Here are the notes by Jared with the assistance of Victor Allen toward the introductions for the reading:


"williams says love is unworldly and nothing comes of it but love

and nothing

stays in me more than the same person

for more than three thousand days

the treaty of Versailles said yes cut away everything"

Vanessa in an interview on luna luna that her poetry is exploringwho i am in the relationship [with her partner], who i’ve become. The notion of ruin, states of beauty and disrepair that people go through, couples go through, structures go through. If we can actually return somewhere. What about ourselves is lasting. How the personal is political and the political, personal.

All the poets tonight are following this idea- relationships between self and other, personal/political, memory and change.

Vanessa writes: “Be more radical, star, you will say Don’t stand there burning”



Rob is putting the myth in mythopoetry

Lucie Brock-Broido mentions sorcery in her blurb for rob and it seems very apt  “Turnip fields” horses, red bluebirds, birchbark. “an injured sawn”
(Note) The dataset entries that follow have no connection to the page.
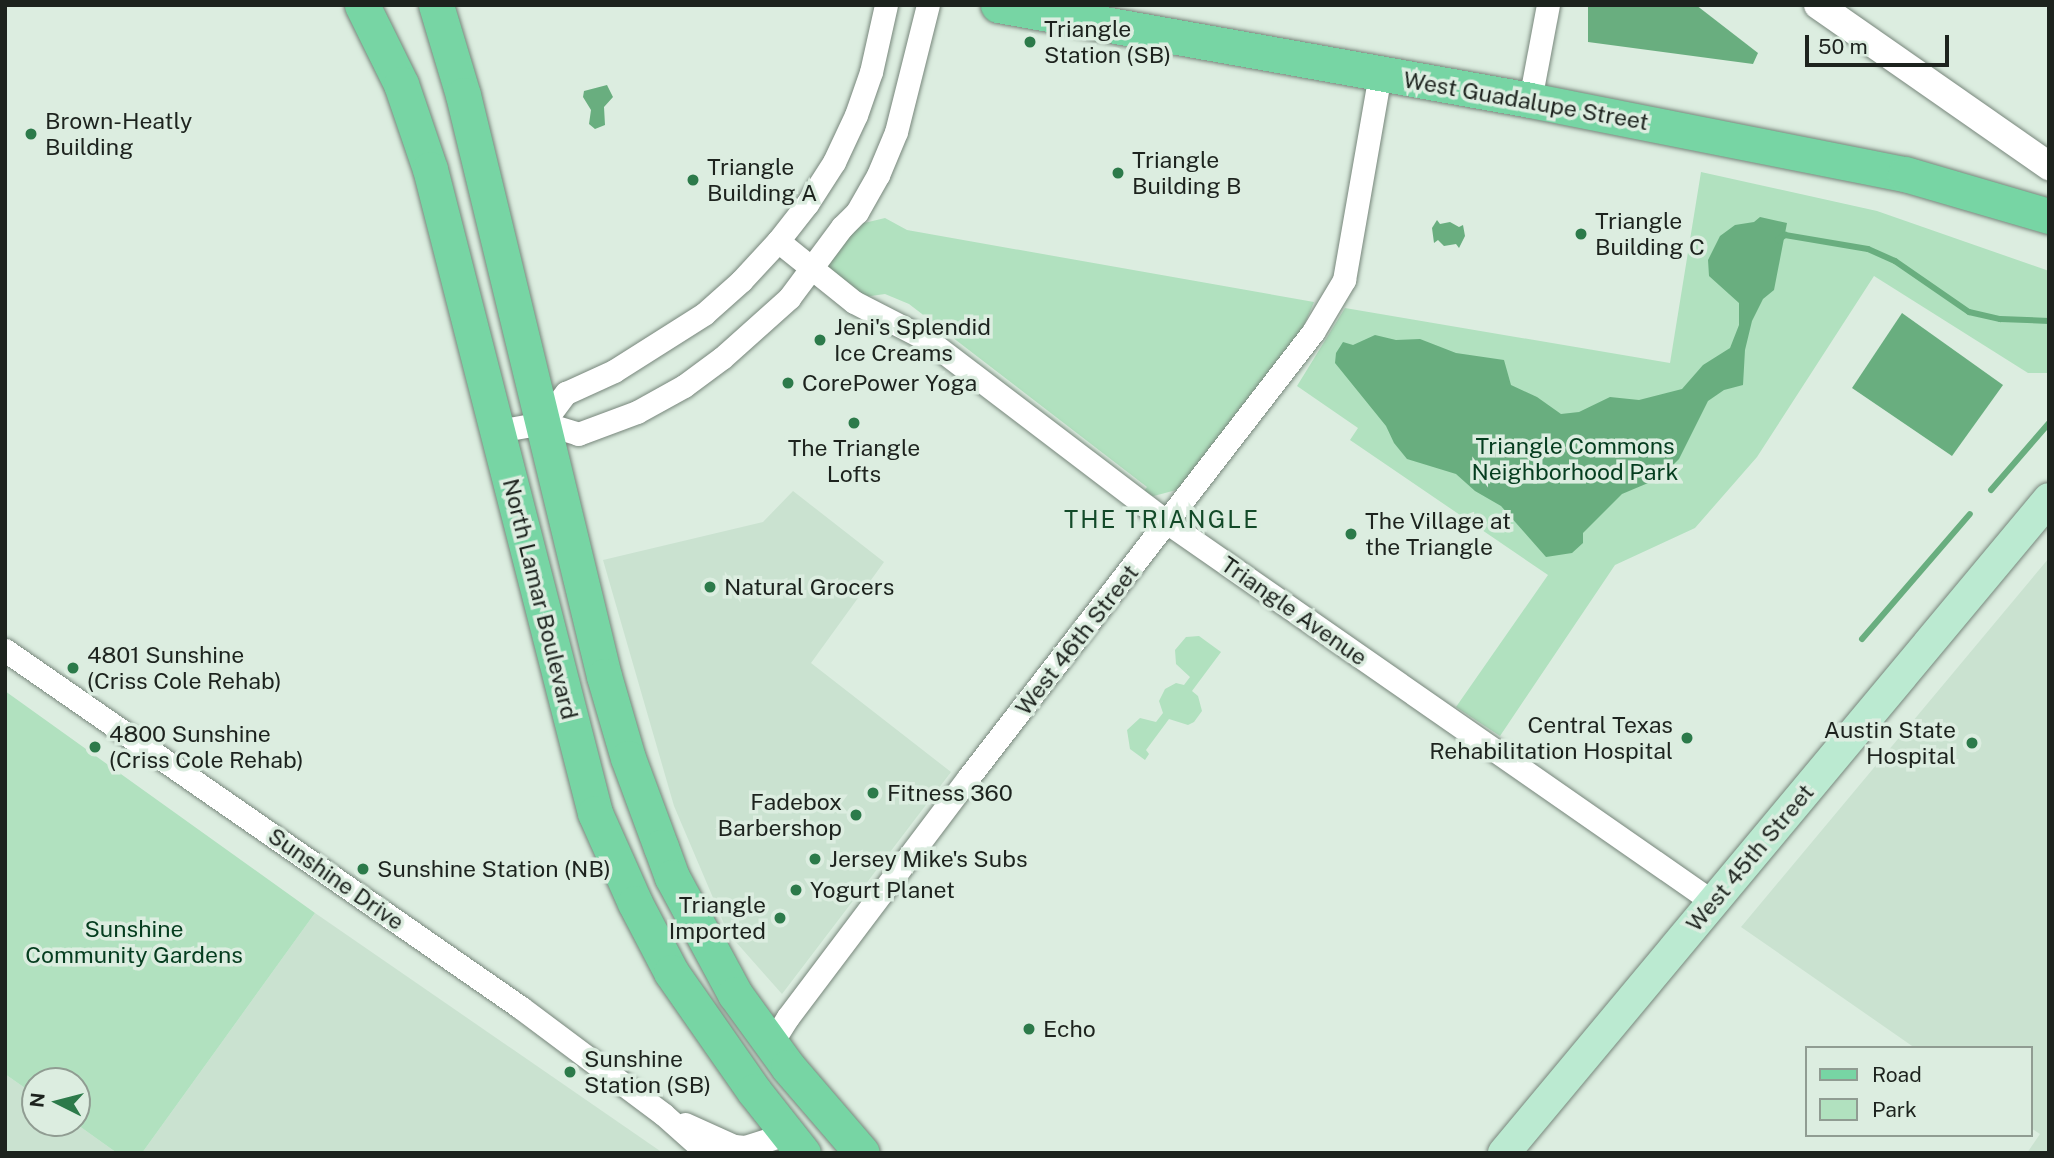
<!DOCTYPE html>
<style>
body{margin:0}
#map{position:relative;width:2054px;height:1158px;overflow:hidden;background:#dcede0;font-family:"Public Sans",sans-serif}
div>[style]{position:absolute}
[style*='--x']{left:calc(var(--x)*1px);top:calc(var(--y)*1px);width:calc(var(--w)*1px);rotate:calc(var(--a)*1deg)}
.built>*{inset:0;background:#cae2d0}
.green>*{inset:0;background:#b1e1bf}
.water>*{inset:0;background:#69ae7f}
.stream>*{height:6px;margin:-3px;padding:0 3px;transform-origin:3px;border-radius:3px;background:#69ae7f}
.roads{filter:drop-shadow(0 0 2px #77867b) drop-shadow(0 0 2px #77867b)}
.minor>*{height:23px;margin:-11.5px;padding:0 11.5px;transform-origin:11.5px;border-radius:11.5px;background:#fff}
.tertiary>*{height:28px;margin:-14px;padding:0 14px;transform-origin:14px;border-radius:14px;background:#fff}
.secondary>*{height:32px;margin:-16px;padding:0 16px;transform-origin:16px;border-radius:16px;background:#bbead1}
.primary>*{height:35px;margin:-17.5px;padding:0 17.5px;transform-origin:17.5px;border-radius:17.5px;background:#77d5a4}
.dots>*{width:19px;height:19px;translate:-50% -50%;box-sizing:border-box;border:4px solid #dcede0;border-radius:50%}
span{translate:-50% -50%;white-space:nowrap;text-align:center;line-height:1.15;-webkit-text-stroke:7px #dcede0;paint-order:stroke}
.poi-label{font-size:23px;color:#1d231e}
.left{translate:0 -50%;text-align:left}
.right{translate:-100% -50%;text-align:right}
.street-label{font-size:23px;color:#1d231e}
.park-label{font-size:23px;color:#053d1f}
.neighbourhood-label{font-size:24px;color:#134a29;letter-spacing:2px}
.frame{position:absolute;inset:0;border:7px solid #1d231e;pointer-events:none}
.legend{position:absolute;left:1805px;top:1046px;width:228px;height:91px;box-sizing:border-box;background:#dcede0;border:2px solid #909c92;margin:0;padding:9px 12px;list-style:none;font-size:21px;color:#1d231e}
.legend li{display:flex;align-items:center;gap:14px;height:35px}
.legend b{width:35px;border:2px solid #909c92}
.north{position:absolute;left:21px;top:1067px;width:70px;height:70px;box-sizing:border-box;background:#dcede0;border:2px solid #909c92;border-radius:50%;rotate:276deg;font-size:19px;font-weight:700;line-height:28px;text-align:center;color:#1d231e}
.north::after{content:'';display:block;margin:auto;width:24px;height:32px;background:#2c7a4a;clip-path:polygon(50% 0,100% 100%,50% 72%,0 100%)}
.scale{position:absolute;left:1805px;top:35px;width:144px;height:32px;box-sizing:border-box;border:4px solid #1d231e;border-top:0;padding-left:9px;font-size:21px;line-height:24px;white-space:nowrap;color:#1d231e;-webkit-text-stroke:5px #dcede0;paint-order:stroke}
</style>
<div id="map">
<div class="built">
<i style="clip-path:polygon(793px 491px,884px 562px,811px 663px,951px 772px,782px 994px,728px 933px,674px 806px,603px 560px,763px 522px)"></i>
<i style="clip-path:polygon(2049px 558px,2049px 1153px,2027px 1153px,2040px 1134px,2031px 1128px,2031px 1048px,1915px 1048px,1741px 927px)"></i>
<i style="clip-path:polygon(315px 913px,663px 1153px,142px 1153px)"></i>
<i style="clip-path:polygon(5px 1074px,35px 1095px,35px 1123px,75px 1123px,117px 1153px,5px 1153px)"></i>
</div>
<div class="green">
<i style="clip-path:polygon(1701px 172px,1877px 211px,2049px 271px,2049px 373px,2028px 373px,1874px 276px,1757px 457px,1695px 528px,1615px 565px,1500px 736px,1456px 707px,1548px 575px,1350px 440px,1358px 428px,1297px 386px,1345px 308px,1670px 363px)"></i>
<i style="clip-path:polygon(885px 218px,907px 230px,1314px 302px,1303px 328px,1180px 489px,1150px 497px,1144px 491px,1147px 487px,909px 304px,885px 294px,864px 297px,826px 266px,856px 225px)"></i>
<i style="clip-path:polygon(1199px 636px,1221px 652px,1192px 691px,1198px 696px,1202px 711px,1194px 722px,1188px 725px,1169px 719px,1146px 750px,1149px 754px,1145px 760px,1130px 749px,1127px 730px,1140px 718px,1156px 722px,1163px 713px,1159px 701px,1165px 689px,1176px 683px,1184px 685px,1190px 677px,1176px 664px,1175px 650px,1186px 637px)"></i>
<i style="clip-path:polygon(5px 691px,315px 913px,142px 1153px,117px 1153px,75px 1123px,77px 1081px,35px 1081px,35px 1095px,5px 1074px)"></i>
</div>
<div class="water">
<i style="clip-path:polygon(1588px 5px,1696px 5px,1758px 53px,1753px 64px,1588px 42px)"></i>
<i style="clip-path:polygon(607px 85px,613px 97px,604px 107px,605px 125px,595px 129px,589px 124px,591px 110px,583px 97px,584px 91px)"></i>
<i style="clip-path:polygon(1760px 217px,1787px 223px,1774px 290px,1763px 299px,1752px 321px,1745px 350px,1743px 385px,1724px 390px,1708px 401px,1679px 459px,1660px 478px,1622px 494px,1583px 533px,1583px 543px,1572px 553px,1546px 557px,1501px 506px,1475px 491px,1456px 474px,1407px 459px,1394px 443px,1386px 426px,1335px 363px,1336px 353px,1343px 342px,1353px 345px,1375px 335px,1396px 340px,1420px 339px,1456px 353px,1504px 360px,1511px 385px,1537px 397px,1561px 414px,1579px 412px,1610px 397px,1639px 400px,1682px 389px,1703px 365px,1730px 348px,1739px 325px,1739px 303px,1709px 276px,1708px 260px,1720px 236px,1735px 225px,1754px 222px)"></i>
<i style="clip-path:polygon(1437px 220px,1440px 224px,1450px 222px,1459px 227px,1463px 225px,1465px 236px,1459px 248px,1456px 244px,1444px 246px,1438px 240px,1434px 243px,1432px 228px)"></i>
<i style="clip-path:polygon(1902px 313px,2003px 385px,1952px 456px,1852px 388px)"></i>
</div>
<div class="stream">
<i style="--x:1778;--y:240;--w:9;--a:-36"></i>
<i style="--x:1785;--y:235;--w:84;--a:9.6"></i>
<i style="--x:1868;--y:249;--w:30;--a:24"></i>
<i style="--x:1895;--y:261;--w:90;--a:34.6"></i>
<i style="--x:1969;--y:312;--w:32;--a:13"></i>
<i style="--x:2000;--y:319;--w:49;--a:2.3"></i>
<i style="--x:1991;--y:490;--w:89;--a:-49.1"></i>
<i style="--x:1862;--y:639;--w:165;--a:-49.2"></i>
</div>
<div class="roads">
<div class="minor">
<i style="--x:1530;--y:100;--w:97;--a:-79.3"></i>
<i style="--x:778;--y:241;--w:97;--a:38.8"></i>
<i style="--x:854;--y:302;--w:83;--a:27.2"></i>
<i style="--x:928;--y:340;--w:302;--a:37.3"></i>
<i style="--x:1168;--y:523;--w:664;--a:34.82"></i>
<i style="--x:543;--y:423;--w:38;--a:-53"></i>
<i style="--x:566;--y:393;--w:53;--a:-24.6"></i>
<i style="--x:614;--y:371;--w:107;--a:-32.3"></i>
<i style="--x:704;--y:314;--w:50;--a:-41.7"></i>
<i style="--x:741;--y:281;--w:54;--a:-47.2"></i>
<i style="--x:778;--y:241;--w:47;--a:-51.9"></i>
<i style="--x:807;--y:204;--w:50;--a:-57.3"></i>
<i style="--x:834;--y:162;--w:52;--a:-64.9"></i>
<i style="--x:856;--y:115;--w:46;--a:-70.8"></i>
<i style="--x:871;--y:72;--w:69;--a:-77.4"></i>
<i style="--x:498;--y:431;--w:46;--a:-10.1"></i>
<i style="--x:543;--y:423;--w:37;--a:17"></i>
<i style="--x:578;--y:434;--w:63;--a:-20.4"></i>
<i style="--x:637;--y:412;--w:54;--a:-29"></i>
<i style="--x:684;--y:386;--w:47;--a:-36.4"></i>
<i style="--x:722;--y:358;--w:90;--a:-41.8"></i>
<i style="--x:789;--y:298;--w:89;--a:-53.3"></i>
<i style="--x:842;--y:227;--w:21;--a:-45"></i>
<i style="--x:857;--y:212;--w:43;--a:-60.4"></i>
<i style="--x:878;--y:175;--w:47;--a:-67.3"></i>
<i style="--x:896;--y:132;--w:131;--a:-75.9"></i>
<i style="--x:5;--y:650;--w:627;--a:34.73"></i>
<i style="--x:520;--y:1007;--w:179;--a:36.8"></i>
<i style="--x:663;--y:1114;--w:59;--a:41.6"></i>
<i style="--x:771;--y:1044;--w:32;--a:-58"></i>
<i style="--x:788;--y:1017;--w:299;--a:-53"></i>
<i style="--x:968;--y:778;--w:564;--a:-52.28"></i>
<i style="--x:1313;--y:332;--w:61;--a:-59.2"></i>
<i style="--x:1344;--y:280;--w:209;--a:-80.1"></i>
<i style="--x:685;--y:1124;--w:54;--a:24.2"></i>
<i style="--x:734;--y:1146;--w:11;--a:5"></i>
<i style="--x:745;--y:1147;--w:43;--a:-17.6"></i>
</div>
<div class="tertiary">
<i style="--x:1818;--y:5;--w:282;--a:34.9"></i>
</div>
<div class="secondary">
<i style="--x:1504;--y:1153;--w:851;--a:-50.19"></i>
</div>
<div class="primary">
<i style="--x:362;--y:5;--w:88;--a:63.7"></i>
<i style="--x:401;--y:84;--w:90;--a:71.2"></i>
<i style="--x:430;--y:169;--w:665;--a:75.63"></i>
<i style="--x:595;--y:813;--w:98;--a:66"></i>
<i style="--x:635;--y:903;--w:78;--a:62.4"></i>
<i style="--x:671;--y:972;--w:145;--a:55.1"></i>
<i style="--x:754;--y:1091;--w:79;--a:51.7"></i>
<i style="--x:436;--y:5;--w:94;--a:73.3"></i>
<i style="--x:463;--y:95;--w:598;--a:76.36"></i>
<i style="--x:604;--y:676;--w:85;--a:73.7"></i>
<i style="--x:628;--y:758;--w:95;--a:69.7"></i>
<i style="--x:661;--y:847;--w:32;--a:70"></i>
<i style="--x:672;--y:877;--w:133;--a:61.7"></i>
<i style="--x:735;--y:994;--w:90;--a:54"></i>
<i style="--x:788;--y:1067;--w:113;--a:49.3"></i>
<i style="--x:998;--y:5;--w:540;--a:10.12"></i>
<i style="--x:1530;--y:100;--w:382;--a:11.2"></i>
<i style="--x:1905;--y:174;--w:150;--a:16.3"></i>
</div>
</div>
<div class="dots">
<i style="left:1030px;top:42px;background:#2c7a4a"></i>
<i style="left:31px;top:134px;background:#2c7a4a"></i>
<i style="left:1118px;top:173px;background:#2c7a4a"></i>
<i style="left:693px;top:180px;background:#2c7a4a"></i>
<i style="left:1581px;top:234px;background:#2c7a4a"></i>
<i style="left:820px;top:340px;background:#2c7a4a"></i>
<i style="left:788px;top:383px;background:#2c7a4a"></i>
<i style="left:854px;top:423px;background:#2c7a4a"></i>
<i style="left:1351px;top:534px;background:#2c7a4a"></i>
<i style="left:710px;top:587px;background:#2c7a4a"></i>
<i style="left:73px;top:668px;background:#2c7a4a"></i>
<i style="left:1687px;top:738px;background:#2c7a4a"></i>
<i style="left:1972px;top:743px;background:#2c7a4a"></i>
<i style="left:95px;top:747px;background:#2c7a4a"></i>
<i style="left:873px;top:793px;background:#2c7a4a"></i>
<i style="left:856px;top:815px;background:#2c7a4a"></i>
<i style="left:815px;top:859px;background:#2c7a4a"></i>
<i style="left:363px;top:869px;background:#2c7a4a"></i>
<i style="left:796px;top:890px;background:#2c7a4a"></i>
<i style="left:780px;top:918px;background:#2c7a4a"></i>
<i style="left:1029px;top:1029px;background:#2c7a4a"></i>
<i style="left:570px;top:1072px;background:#2c7a4a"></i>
</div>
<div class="poi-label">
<span class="left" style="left:1044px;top:42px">Triangle<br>Station (SB)</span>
<span class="left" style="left:45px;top:134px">Brown-Heatly<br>Building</span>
<span class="left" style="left:1132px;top:173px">Triangle<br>Building B</span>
<span class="left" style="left:707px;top:180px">Triangle<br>Building A</span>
<span class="left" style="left:1595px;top:234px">Triangle<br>Building C</span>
<span class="left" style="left:834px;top:340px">Jeni's Splendid<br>Ice Creams</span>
<span class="left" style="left:802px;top:383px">CorePower Yoga</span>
<span style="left:854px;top:461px">The Triangle<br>Lofts</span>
<span class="left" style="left:1365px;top:534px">The Village at<br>the Triangle</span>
<span class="left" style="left:724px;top:587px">Natural Grocers</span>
<span class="left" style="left:87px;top:668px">4801 Sunshine<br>(Criss Cole Rehab)</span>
<span class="right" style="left:1673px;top:738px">Central Texas<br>Rehabilitation Hospital</span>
<span class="right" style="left:1956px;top:743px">Austin State<br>Hospital</span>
<span class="left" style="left:109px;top:747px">4800 Sunshine<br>(Criss Cole Rehab)</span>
<span class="left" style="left:887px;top:793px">Fitness 360</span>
<span class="right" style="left:842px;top:815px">Fadebox<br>Barbershop</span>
<span class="left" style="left:829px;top:859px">Jersey Mike's Subs</span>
<span class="left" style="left:377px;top:869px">Sunshine Station (NB)</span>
<span class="left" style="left:810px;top:890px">Yogurt Planet</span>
<span class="right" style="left:766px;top:918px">Triangle<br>Imported</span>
<span class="left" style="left:1043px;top:1029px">Echo</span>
<span class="left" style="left:584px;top:1072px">Sunshine<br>Station (SB)</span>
</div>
<div class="street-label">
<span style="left:1526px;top:101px;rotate:10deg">West Guadalupe Street</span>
<span style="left:540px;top:599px;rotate:76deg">North Lamar Boulevard</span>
<span style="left:1294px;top:611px;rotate:35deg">Triangle Avenue</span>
<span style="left:1077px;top:640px;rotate:-52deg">West 46th Street</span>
<span style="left:1750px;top:858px;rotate:-50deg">West 45th Street</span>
<span style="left:336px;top:879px;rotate:35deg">Sunshine Drive</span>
</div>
<div class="park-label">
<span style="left:1575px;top:459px">Triangle Commons<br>Neighborhood Park</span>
<span style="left:134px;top:942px">Sunshine<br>Community Gardens</span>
</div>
<div class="neighbourhood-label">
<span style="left:1162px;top:520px">THE TRIANGLE</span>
</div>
<div class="frame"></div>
<ul class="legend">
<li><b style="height:9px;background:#77d5a4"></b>Road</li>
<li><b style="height:19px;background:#b1e1bf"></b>Park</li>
</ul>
<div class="north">N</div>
<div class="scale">50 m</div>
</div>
What do these spells do? They transport.

He mentions joseph cornell boxes in the notes to his book and the comparison is very apt, the effect of framing, the sense of a childlike awe rendered at a slight distance,

“I woke and found a deer in my bedroom”

waking from a dream into a dream.

In dreams where you are all the characters – but these characters are often elemental . “seven horses eating green from their hooves”

“you moved through my body without touching my body”

 this autumnal sort of pastoral dark and magical.

“written on the side of my skull”


Interplay between political and personal history, between the mystery of the past and the tenderness of the present. There is a parallax between history transfigured into gossip (as when in the first poem a horrifiyng atrocity comes up in conversation with the speaker’s hair stylist) but then conversation as mortally serious (the hair stylist dying of throat cancer). Timothy is pulling at the disproportion between these atrocities and the responsibility of the speaker – “What should any of us do while they are alive?” he asks, or describes “surf[ing] the internet all day for atrocities”. There’s an unstable mixture of the careless and the lapidary, living for pleasure and living for history, that weighs the erotic – for instance the sense of how intimacy is inflected with power and submission, how one’s sexuality is this complicated adult trace of one’s childhood, “no one dies in the summertime, he says off the cuff, something I want to be true even if I know winter’s just aroung the corner- a face cord of fragrant wood needing to be stacked even if he won’t ask.”

 Timothy describes the “ghost ring” that remains when a wedding band is removed, and a rubbing that records the text on a monument to “homeless spirits” whose stone has since been lost – and perhaps this sort of second-hand memorial is just what Timothy’s work aims at, an elegy for ghosts.